Holding quality data is hard due to the collected data having potential missing values, or collecting biased data. For example, if the data collected represents more white men than any other demographic, the model will learn these biases and enforce them, as that is what past data has told it to do.

On the other hand, ML has three main approaches determined by the style of data. These are supervised, unsupervised, and semi-supervised learning. We will focus on the two main ones:

  • Supervised learning involves the data having targets or more commonly known as a label. Labels allow the algorithm (either regression or classification) to know what to do with the data when it is training, constantly updating its metrics with the aim to predict more accurately.
  • Unsupervised learning is used when the data does not have output labels. Therefore the algorithms aim to look for patterns within the dataset. These will include clustering, anomaly detection methods and probabilistic methods. Unsupervised methods can help you find features within your data that can be useful for categorising the data. It is easier to get unlabelled data from a computer than labelled data, which needs manual intervention.

The problem of bias

A scary statistic from the AI Index found that men continue to dominate the AI applicant pool, as much as 71% on average. Having such a large amount from one demographic will lead to the data generated being biased, as people are unintentionally more likely to create more for their image than anyone else.

An example is Google's image search classifier, where you upload an image into Google image search, providing misclassification of labels. The model was classifying people with an African Caribbean heritage as gorillas. Users first reported the issue of misclassification to Google in 2017 and Google acknowledged the issue, made a quick solution to the problem promising a more long term solution. The ‘quick-fix’ was to remove the gorilla label as a possible classification and that is still in place.

Issues with using historical data have caused multiple problems, especially in the financial sector. For example, 10.1% of Asian applicants were denied a conventional loan, but by comparison, just 7.9% of white applicants were denied. However, 19.3% of black borrowers and 13.5% of Hispanic borrowers were turned down for a conventional loan by banks. Black and Hispanic people are more likely to pay higher mortgage rates. And it doesn't stop there - men are more likely to get a higher limit on a credit card than women, even if the man has a worse credit rating.

It is clear we face an overabundance of poor-quality leading to concerns over the usage of too many data sources that can hide as proxies for illegal discrimination. For example, the law makes it unlawful to use gender to determine credit eligibility or pricing. Still, countless proxies for gender exist, from the type of deodorant you buy to the movies you watch.

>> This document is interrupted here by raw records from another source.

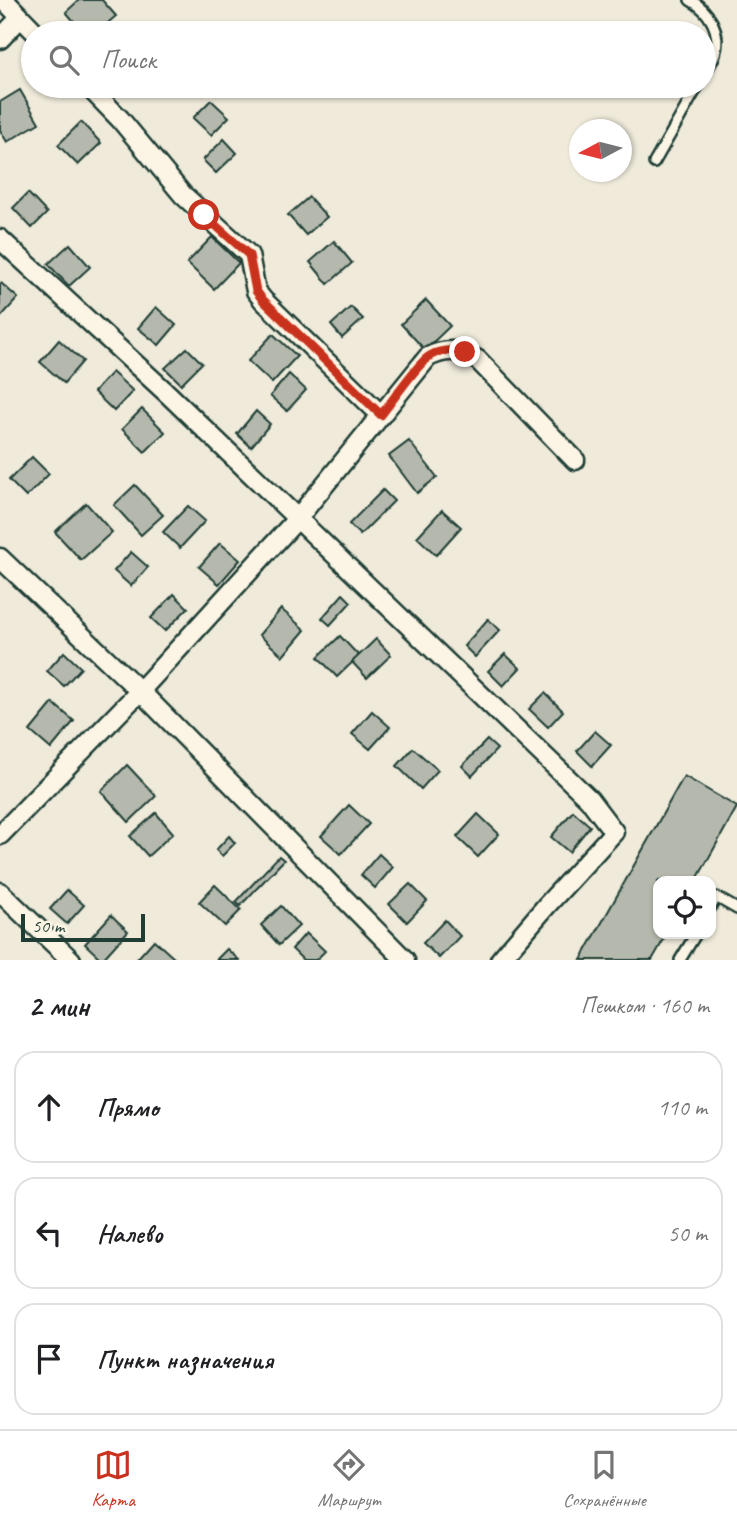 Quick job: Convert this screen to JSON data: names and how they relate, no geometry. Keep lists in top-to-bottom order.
{
  "scale_bar": "50 m",
  "north": "left",
  "page": {
    "search": "Поиск",
    "scale": "50 m",
    "heading": ["2 мин", "Пешком · 160 m"],
    "list": [
      ["Прямо", "110 m"],
      ["Налево", "50 m"],
      "Пункт назначения"
    ],
    "nav": ["Карта", "Маршрут", "Сохранённые"]
  }
}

Key requirements to resolve the issues

Due to all the issues surrounding data, a movement within the academic tech space around transparency and explainable AI (XAI) has started. This has also led to the EU setting seven key requirements for all AI systems coming into law by 2022. 

The key features are:

  • Human agency and oversight: AI systems should empower human beings, allowing them to make informed decisions and fostering their fundamental rights. Whilst proper oversight mechanisms need to be ensured – these can be achieved through human-in-the-loop, human-on-the-loop, and human-in-command approaches.
  • Technical robustness and safety: AI systems need to be resilient and secure. They need to be safe (ensuring a fallback plan in case something goes wrong), accurate, reliable, and reproducible. This is the only way to ensure unintentional harm can be minimised and prevented.
  • Privacy and data governance: besides ensuring full respect for privacy and data protection, adequate data governance mechanisms must also be ensured. These should take into account quality and integrity of the data, therefore ensuring legitimised access to data.
  • Transparency: the data, system and AI business models should be transparent. Traceability mechanisms can help achieve this. Moreover, AI systems and their decisions should be explained in a manner that can be understood. Humans need to be aware they are interacting with an AI system, and must be informed of the system’s capabilities and limitations.
  • Diversity, non-discrimination and fairness: unfair bias must be avoided, as it could have multiple negative implications, from the marginalisation of vulnerable groups, to the exacerbation of prejudice and discrimination. To foster diversity, AI systems should be accessible to all, regardless of any disability, and involve relevant stakeholders throughout their entire life circle.
  • Societal and environmental well-being: AI systems should benefit all human beings, including future generations. Ensuring they are sustainable and environmentally friendly, they should take into account the environment, including other living beings, and their social and societal impact should be carefully considered. 
  • Accountability: mechanisms should be in place to ensure responsibility and accountability for AI systems and their outcomes. Auditability, which enables the assessment of algorithms, data and design processes, plays a key role therein, especially in critical applications. And, adequate and accessible redress should be ensured.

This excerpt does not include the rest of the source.